The second single to be released is up next and tells a story all too close to home of a dying earth and the all too real possibility that even if we were to leave and find a new planet some cunt with too much fake tan would probably just fuck it up so what’s the point? The Crack, with its grunge-eque quiet-loud structure is one that, when (if) live gigs happen again will be a fan favourite but still serves as a poignant warning of the inevitability of the future.

Track 8, Closing In, is delivered with the same moody-cool that Molly Ringwald and Ally Sheedy exude in their side shuffle in the weed smoking montage of The Breakfast Club and explodes into a party track for all the world with its whispers of Remain In Light instrumentation. 

Anxiety Feels, starting with “I don’t wanna be on those pills”, serves as a sonic anti-depressant with its laidback rhythm and beautifully clean guitar lines. This paired with lyrics, that feel way too close to home within the mental health crisis that we are facing at the moment, at least lets you know that what your feeling is normal. They Bite On You, the next track, feels like it’s from a very similar place both sonically and lyrically, possessing an almost melancholic reassurance. 

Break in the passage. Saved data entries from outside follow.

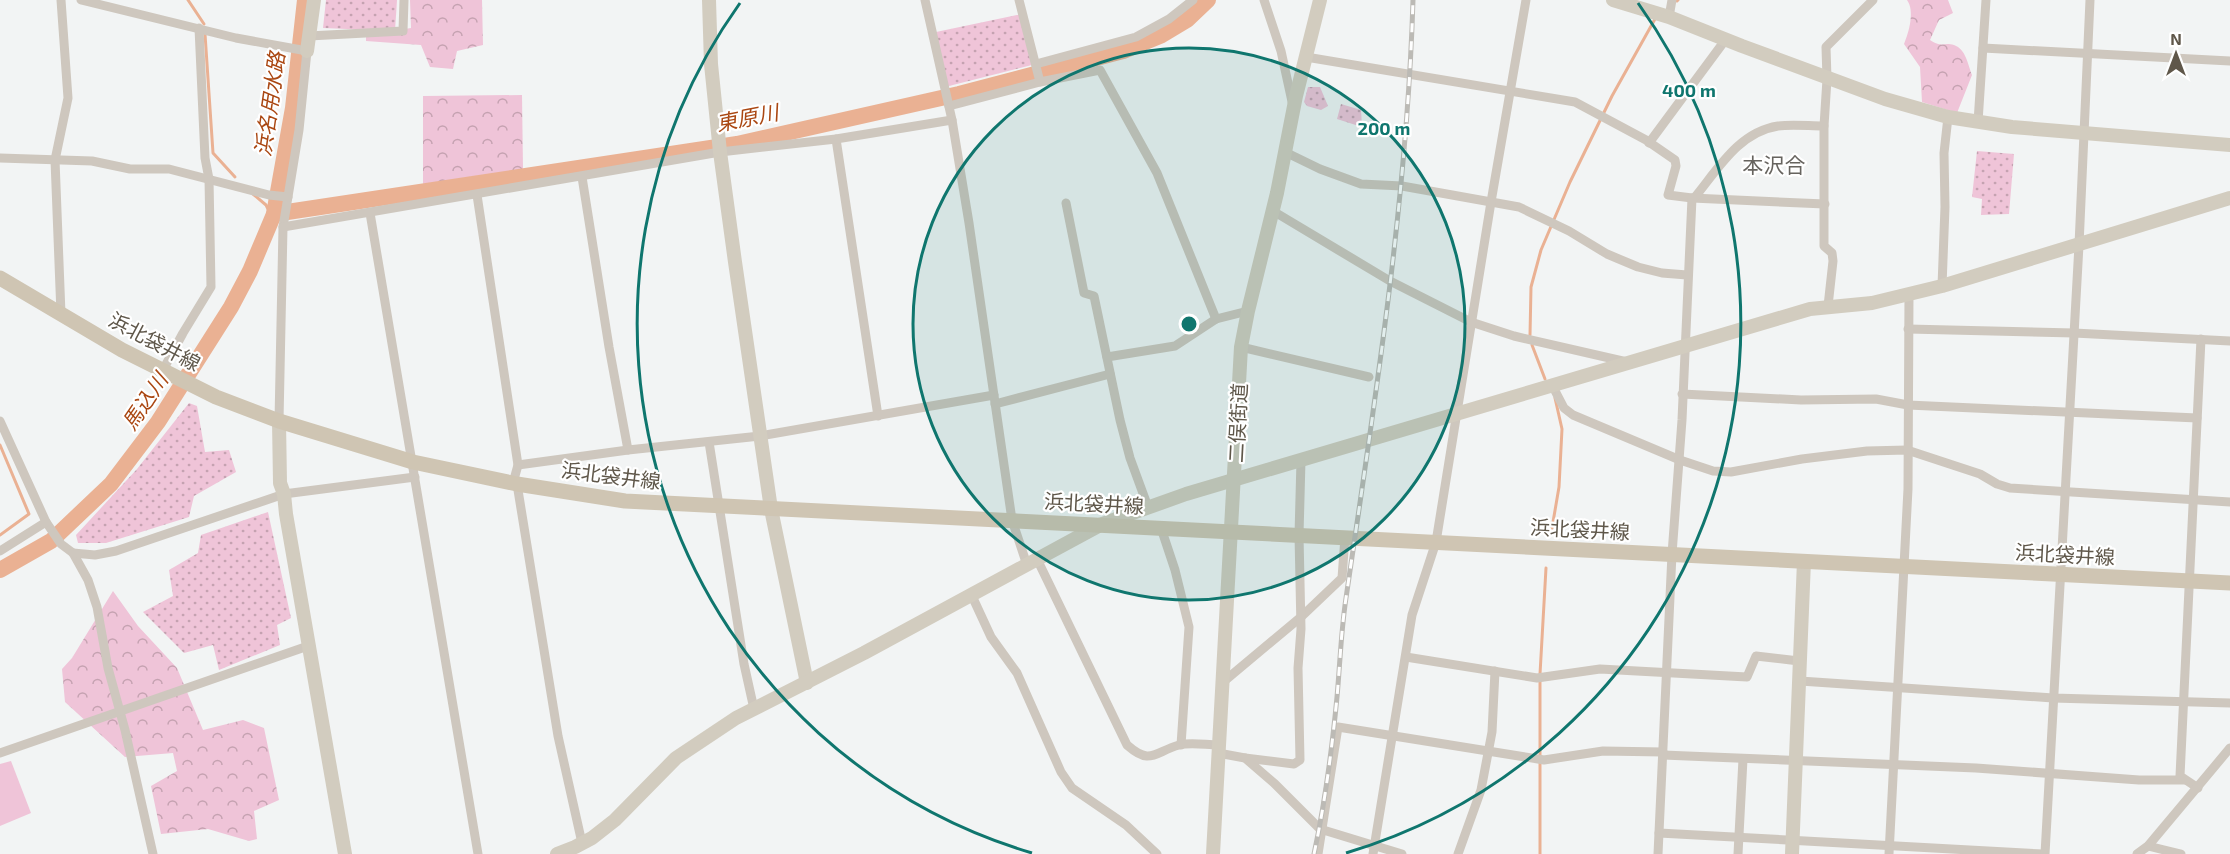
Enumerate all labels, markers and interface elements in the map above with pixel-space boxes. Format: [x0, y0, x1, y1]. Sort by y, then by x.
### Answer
north arrow [2146, 24, 2206, 84]
text: N [2170, 29, 2182, 48]
water label: 浜名用水路 [249, 48, 289, 158]
text: 400 m [1662, 79, 1716, 101]
water label: 東原川 [714, 98, 782, 135]
text: 200 m [1358, 117, 1410, 139]
district label: 本沢合 [1743, 152, 1806, 177]
street label: 浜北袋井線 [105, 307, 205, 375]
centre of rings [1179, 314, 1199, 334]
water label: 馬込川 [116, 366, 173, 434]
street label: 二俣街道 [1223, 382, 1251, 464]
street label: 浜北袋井線 [560, 457, 662, 493]
street label: 浜北袋井線 [1043, 488, 1145, 518]
street label: 浜北袋井線 [1529, 514, 1631, 544]
street label: 浜北袋井線 [2014, 539, 2116, 569]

Bang, track 11, sonically feels like you are now pulling yourself out of the hole you were just in and highlights just how well this track list is put together. Each song feeds into the next so well that it can nearly pass off as a Tubular Bells-esque 45+ minute track. Where Do We Go starts off with an almost clean sounding bassline and vocals that seem to waltz between it until exploding into yet more trademark Goat Girl chanting. This then rinses and repeats to great effect, I mean it certainly isn’t broke and Goat Girl seem to have no plans of trying to fix it. “Where do we go from here?” is repeated at the end in what almost feels like an admission of creative burnout. However, the listener doesn’t have to fear because it is followed up straight away by final track A-Men, which truly feels like the afterglow of the whole album. Again, Goat Girl create an instrumental that fits so well into their world, showcasing the absolute, unfaltering understanding they have of themselves. Guitar lines dance in and out of the song seemingly as they please and it all ends just as peacefully as you have come to expect.

If Blanketman were my surprise of the year On All Fours is comfortably the most predictable thing to happen, both musically and other, in the past 10 months. I don’t think anyone was expecting anything less and yet with all that expectation Goat Girl still deliver what will be one of the best albums of 2021. From next week: What are you even doing still reading this? Go and listen to it. Go! This isn’t the fucking end of Ferris Bueller, stop living in a world where you haven’t heard this album.

On All Fours is released via Rough Trade Records on Friday Jan 29.